**RECORDS SUPPLIED**
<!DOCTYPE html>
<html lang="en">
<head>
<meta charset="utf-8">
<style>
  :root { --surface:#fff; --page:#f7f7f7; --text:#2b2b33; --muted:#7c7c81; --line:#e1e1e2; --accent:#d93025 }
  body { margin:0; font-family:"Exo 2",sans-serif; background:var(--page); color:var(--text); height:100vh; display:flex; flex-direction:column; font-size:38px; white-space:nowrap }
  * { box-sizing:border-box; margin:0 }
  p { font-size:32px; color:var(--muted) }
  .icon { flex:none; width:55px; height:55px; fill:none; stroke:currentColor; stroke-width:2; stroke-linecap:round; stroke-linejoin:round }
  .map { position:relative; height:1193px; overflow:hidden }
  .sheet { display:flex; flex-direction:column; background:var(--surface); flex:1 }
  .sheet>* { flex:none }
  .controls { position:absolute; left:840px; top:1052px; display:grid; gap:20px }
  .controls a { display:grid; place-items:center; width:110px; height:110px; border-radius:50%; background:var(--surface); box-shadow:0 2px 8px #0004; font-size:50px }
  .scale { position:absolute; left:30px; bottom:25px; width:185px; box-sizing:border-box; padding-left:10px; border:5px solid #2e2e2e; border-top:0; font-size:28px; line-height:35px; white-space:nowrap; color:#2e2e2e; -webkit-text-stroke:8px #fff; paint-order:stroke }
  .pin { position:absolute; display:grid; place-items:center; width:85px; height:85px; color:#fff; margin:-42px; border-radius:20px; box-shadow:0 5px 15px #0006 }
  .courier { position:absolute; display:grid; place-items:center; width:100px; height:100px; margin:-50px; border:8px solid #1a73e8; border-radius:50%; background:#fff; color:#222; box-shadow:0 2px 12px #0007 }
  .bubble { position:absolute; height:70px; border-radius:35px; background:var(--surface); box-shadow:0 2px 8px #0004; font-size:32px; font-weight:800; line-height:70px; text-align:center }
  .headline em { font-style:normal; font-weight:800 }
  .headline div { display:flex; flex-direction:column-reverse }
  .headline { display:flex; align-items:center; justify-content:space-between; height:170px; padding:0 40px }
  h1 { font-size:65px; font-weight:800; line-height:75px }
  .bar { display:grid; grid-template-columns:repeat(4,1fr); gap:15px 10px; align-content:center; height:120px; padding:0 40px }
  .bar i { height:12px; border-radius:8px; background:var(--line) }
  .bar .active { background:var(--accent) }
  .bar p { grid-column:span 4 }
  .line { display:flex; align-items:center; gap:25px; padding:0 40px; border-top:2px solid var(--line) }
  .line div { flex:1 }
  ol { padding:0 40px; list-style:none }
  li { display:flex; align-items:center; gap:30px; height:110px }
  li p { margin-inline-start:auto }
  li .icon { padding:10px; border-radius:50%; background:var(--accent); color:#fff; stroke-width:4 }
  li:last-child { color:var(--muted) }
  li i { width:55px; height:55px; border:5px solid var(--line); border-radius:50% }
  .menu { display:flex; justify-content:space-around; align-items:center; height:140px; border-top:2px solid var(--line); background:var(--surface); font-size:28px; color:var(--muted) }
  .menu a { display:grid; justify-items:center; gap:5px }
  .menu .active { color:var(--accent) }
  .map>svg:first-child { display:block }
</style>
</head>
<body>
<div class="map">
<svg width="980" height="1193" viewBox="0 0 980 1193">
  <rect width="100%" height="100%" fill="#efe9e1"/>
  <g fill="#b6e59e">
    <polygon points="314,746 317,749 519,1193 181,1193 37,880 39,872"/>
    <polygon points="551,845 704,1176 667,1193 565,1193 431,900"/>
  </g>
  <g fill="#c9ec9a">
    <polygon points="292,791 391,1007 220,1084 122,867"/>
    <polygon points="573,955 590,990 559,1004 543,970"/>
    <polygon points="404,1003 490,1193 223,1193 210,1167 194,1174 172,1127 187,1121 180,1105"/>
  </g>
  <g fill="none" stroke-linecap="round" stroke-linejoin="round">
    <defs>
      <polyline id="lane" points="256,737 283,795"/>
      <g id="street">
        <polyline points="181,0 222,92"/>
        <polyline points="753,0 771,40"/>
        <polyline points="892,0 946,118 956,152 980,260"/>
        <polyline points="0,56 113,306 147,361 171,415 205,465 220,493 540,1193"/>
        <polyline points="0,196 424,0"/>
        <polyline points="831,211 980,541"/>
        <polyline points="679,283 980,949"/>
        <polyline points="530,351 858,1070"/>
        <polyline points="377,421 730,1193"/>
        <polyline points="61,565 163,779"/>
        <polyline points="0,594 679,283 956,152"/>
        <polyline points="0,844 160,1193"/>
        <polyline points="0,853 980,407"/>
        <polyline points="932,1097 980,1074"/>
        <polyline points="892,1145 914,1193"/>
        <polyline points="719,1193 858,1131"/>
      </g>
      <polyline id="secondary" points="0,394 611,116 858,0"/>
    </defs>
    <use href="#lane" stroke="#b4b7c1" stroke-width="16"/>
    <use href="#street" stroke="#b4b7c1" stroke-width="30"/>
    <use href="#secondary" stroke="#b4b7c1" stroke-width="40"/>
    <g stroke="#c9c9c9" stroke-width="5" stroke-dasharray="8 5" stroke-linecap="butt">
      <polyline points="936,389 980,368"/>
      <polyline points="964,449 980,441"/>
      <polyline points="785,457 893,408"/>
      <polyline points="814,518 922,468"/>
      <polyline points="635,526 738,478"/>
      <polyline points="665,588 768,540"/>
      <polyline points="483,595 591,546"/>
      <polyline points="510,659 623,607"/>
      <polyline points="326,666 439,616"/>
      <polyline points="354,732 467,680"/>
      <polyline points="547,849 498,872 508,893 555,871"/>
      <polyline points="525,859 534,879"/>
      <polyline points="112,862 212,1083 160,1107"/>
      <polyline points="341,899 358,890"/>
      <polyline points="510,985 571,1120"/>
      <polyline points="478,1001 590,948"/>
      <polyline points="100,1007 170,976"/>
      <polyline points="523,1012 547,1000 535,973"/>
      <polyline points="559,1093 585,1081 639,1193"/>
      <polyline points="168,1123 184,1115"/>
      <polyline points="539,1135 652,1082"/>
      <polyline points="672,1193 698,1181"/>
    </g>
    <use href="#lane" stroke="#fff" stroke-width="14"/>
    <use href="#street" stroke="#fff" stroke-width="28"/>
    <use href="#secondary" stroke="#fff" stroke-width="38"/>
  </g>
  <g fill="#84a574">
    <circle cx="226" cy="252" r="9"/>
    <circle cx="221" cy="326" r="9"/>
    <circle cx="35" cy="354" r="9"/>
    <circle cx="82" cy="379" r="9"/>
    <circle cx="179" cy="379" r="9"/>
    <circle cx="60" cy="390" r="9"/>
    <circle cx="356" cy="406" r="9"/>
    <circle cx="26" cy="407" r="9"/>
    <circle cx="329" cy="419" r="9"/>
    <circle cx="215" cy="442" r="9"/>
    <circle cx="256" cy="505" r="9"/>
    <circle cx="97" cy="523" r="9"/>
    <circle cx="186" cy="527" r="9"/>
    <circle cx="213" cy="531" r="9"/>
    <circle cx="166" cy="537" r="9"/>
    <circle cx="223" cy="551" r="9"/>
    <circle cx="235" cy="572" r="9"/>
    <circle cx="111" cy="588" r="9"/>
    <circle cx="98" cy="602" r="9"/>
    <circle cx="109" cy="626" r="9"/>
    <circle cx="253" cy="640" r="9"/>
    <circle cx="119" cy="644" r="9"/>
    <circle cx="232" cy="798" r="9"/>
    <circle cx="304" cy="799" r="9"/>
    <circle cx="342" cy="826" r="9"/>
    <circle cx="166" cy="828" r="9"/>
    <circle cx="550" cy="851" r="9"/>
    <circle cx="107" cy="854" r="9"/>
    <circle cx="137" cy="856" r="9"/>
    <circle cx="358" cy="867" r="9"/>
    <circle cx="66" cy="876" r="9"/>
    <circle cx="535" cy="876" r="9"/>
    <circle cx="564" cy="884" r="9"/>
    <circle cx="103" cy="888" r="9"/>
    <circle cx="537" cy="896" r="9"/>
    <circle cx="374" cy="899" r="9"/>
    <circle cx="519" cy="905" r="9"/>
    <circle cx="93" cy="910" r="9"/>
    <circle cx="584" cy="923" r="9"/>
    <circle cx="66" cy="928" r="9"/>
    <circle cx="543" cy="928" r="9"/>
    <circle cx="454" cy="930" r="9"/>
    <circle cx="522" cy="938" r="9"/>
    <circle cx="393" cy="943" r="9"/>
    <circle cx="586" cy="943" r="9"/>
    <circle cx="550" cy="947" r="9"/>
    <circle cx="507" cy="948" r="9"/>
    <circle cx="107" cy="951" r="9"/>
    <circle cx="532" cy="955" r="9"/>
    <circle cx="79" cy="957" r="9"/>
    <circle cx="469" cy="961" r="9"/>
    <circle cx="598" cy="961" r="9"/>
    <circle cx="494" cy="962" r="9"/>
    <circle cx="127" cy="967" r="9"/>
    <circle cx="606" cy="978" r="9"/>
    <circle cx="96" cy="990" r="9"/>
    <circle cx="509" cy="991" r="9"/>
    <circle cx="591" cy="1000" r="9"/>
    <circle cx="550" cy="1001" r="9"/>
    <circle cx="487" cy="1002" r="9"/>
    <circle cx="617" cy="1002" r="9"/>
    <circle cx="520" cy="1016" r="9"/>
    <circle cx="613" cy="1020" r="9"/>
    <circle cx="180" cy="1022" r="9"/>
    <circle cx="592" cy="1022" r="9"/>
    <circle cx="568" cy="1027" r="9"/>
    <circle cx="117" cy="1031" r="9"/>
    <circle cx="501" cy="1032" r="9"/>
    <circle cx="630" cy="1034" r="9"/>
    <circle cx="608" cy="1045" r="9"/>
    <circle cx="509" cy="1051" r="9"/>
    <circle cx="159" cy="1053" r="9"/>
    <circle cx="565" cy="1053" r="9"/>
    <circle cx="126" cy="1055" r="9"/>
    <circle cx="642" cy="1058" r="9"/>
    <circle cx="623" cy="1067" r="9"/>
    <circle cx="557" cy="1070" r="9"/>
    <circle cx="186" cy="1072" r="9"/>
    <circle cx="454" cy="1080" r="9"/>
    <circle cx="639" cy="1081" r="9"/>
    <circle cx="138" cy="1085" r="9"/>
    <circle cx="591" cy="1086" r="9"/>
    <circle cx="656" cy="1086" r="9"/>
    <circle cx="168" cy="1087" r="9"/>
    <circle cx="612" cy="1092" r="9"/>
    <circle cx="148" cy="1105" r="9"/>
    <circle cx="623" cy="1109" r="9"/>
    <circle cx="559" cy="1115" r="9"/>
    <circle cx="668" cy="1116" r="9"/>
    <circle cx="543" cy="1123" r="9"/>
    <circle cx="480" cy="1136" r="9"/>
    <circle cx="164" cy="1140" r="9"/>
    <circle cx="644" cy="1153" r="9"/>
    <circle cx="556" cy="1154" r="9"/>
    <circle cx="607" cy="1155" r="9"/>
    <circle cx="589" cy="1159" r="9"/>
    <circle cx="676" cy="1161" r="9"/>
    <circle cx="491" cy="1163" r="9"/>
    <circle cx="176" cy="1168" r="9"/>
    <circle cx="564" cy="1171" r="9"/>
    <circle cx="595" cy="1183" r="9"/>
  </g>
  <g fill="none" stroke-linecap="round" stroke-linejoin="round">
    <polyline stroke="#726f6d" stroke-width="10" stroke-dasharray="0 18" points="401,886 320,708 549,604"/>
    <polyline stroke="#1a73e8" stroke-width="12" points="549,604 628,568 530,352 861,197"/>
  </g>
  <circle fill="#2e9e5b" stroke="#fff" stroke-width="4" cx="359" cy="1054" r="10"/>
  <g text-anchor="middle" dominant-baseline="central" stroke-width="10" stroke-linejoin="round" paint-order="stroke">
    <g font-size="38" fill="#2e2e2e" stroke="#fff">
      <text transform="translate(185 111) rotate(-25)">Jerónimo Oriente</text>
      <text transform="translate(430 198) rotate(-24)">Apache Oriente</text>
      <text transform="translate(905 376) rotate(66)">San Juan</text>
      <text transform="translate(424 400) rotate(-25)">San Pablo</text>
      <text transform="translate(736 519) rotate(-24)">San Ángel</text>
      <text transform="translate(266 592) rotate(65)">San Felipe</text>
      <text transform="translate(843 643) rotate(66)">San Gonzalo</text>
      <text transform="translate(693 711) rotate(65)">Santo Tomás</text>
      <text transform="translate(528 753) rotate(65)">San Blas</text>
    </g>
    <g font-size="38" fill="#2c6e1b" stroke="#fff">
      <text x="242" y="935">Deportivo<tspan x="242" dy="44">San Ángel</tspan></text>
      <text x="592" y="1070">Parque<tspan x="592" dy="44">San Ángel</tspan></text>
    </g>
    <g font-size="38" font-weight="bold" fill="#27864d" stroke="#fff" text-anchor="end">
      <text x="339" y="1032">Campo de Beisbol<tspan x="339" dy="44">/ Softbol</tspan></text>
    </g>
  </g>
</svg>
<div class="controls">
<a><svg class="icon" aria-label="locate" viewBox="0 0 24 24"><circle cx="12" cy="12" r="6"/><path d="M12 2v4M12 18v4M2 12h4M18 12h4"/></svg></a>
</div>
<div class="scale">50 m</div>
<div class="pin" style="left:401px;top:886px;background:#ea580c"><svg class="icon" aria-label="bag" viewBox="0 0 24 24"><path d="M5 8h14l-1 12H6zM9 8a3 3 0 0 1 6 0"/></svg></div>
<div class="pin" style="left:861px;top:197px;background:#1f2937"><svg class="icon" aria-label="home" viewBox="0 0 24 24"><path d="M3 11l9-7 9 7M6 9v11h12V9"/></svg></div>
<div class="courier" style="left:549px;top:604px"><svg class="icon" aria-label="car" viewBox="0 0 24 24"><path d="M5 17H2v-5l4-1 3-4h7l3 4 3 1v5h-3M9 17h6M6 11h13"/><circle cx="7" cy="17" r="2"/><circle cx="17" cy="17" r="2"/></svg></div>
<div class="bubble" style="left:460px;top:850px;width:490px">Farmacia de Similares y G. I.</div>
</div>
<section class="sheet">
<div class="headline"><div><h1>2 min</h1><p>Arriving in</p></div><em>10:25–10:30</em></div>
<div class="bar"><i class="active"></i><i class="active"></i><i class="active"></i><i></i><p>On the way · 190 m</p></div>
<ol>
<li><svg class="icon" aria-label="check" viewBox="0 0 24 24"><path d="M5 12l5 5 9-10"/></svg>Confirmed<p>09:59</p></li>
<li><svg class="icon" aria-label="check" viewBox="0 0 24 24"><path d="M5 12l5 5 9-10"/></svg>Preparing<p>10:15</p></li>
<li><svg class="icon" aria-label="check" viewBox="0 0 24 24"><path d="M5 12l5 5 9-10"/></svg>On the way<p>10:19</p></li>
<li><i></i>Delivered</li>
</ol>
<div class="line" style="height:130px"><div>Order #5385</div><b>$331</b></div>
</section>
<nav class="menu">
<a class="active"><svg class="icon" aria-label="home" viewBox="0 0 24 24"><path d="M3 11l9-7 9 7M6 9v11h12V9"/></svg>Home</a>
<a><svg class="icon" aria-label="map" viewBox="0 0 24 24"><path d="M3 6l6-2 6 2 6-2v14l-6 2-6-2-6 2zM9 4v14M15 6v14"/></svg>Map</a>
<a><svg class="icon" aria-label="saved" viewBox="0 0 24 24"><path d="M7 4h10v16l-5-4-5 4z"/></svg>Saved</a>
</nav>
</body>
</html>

**PROBLEM TO SOLVE**
Across all the entries, how many lines include "lane"? Answer with the number alone.

**OUTPUT OF THE TASK**
3